Exercise details >> Please return each record exactly, leaving nothing out.

Records from a data source >>
--------

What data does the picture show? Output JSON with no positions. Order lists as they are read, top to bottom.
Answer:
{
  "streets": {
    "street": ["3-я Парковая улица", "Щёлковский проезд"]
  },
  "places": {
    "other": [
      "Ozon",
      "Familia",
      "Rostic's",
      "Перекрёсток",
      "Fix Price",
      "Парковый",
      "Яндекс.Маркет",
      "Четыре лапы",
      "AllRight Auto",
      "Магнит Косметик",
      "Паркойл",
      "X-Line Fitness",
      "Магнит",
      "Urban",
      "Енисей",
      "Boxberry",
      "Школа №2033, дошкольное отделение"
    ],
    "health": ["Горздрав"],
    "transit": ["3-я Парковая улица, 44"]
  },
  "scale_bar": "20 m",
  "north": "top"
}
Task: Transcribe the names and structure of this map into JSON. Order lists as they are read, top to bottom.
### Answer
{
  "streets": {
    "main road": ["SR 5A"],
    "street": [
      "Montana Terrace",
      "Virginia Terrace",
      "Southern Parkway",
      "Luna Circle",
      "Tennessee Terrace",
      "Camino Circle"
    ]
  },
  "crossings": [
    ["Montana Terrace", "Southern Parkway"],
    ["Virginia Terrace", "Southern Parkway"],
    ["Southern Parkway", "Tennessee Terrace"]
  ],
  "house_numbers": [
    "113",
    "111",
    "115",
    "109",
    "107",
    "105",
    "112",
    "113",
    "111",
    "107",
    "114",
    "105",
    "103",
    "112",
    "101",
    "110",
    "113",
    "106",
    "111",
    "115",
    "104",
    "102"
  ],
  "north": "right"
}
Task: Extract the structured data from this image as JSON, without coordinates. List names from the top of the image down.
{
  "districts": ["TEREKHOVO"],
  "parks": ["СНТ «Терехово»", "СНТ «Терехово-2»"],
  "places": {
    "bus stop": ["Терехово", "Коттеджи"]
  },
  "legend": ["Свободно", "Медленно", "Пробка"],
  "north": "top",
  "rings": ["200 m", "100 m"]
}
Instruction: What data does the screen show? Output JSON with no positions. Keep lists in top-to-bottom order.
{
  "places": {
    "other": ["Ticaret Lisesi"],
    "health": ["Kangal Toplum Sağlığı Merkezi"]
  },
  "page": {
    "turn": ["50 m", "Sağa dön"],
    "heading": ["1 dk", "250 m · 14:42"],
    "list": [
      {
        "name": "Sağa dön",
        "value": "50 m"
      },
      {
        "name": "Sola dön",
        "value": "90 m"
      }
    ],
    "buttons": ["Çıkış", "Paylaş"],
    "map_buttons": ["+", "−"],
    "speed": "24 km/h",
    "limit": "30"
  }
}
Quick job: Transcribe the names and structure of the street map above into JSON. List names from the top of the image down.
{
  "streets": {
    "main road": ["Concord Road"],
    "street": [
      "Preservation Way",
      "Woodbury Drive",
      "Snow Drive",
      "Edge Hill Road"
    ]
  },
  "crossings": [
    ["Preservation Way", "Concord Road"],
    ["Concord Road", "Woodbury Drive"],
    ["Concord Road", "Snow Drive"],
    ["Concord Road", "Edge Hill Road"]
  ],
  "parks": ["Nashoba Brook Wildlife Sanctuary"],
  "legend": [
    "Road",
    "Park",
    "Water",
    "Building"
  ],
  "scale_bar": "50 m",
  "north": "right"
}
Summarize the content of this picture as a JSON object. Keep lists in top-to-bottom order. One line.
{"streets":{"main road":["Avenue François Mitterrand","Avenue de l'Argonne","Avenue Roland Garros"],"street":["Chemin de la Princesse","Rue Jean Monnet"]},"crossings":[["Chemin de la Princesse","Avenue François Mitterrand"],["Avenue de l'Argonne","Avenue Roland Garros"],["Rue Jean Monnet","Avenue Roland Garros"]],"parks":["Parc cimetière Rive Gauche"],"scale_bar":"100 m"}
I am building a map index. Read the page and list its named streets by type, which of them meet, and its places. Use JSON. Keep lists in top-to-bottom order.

--------

Task solution >>
What data does the picture show? Output JSON with no positions. Order lists as they are read, top to bottom.
Answer:
{
  "streets": {
    "street": ["3-я Парковая улица", "Щёлковский проезд"]
  },
  "places": {
    "other": [
      "Ozon",
      "Familia",
      "Rostic's",
      "Перекрёсток",
      "Fix Price",
      "Парковый",
      "Яндекс.Маркет",
      "Четыре лапы",
      "AllRight Auto",
      "Магнит Косметик",
      "Паркойл",
      "X-Line Fitness",
      "Магнит",
      "Urban",
      "Енисей",
      "Boxberry",
      "Школа №2033, дошкольное отделение"
    ],
    "health": ["Горздрав"],
    "transit": ["3-я Парковая улица, 44"]
  },
  "scale_bar": "20 m",
  "north": "top"
}
Task: Transcribe the names and structure of this map into JSON. Order lists as they are read, top to bottom.
### Answer
{
  "streets": {
    "main road": ["SR 5A"],
    "street": [
      "Montana Terrace",
      "Virginia Terrace",
      "Southern Parkway",
      "Luna Circle",
      "Tennessee Terrace",
      "Camino Circle"
    ]
  },
  "crossings": [
    ["Montana Terrace", "Southern Parkway"],
    ["Virginia Terrace", "Southern Parkway"],
    ["Southern Parkway", "Tennessee Terrace"]
  ],
  "house_numbers": [
    "113",
    "111",
    "115",
    "109",
    "107",
    "105",
    "112",
    "113",
    "111",
    "107",
    "114",
    "105",
    "103",
    "112",
    "101",
    "110",
    "113",
    "106",
    "111",
    "115",
    "104",
    "102"
  ],
  "north": "right"
}
Task: Extract the structured data from this image as JSON, without coordinates. List names from the top of the image down.
{
  "districts": ["TEREKHOVO"],
  "parks": ["СНТ «Терехово»", "СНТ «Терехово-2»"],
  "places": {
    "bus stop": ["Терехово", "Коттеджи"]
  },
  "legend": ["Свободно", "Медленно", "Пробка"],
  "north": "top",
  "rings": ["200 m", "100 m"]
}
Instruction: What data does the screen show? Output JSON with no positions. Keep lists in top-to-bottom order.
{
  "places": {
    "other": ["Ticaret Lisesi"],
    "health": ["Kangal Toplum Sağlığı Merkezi"]
  },
  "page": {
    "turn": ["50 m", "Sağa dön"],
    "heading": ["1 dk", "250 m · 14:42"],
    "list": [
      {
        "name": "Sağa dön",
        "value": "50 m"
      },
      {
        "name": "Sola dön",
        "value": "90 m"
      }
    ],
    "buttons": ["Çıkış", "Paylaş"],
    "map_buttons": ["+", "−"],
    "speed": "24 km/h",
    "limit": "30"
  }
}
Quick job: Transcribe the names and structure of the street map above into JSON. List names from the top of the image down.
{
  "streets": {
    "main road": ["Concord Road"],
    "street": [
      "Preservation Way",
      "Woodbury Drive",
      "Snow Drive",
      "Edge Hill Road"
    ]
  },
  "crossings": [
    ["Preservation Way", "Concord Road"],
    ["Concord Road", "Woodbury Drive"],
    ["Concord Road", "Snow Drive"],
    ["Concord Road", "Edge Hill Road"]
  ],
  "parks": ["Nashoba Brook Wildlife Sanctuary"],
  "legend": [
    "Road",
    "Park",
    "Water",
    "Building"
  ],
  "scale_bar": "50 m",
  "north": "right"
}
Summarize the content of this picture as a JSON object. Keep lists in top-to-bottom order. One line.
{"streets":{"main road":["Avenue François Mitterrand","Avenue de l'Argonne","Avenue Roland Garros"],"street":["Chemin de la Princesse","Rue Jean Monnet"]},"crossings":[["Chemin de la Princesse","Avenue François Mitterrand"],["Avenue de l'Argonne","Avenue Roland Garros"],["Rue Jean Monnet","Avenue Roland Garros"]],"parks":["Parc cimetière Rive Gauche"],"scale_bar":"100 m"}
I am building a map index. Read the page and list its named streets by type, which of them meet, and its places. Use JSON. Keep lists in top-to-bottom order.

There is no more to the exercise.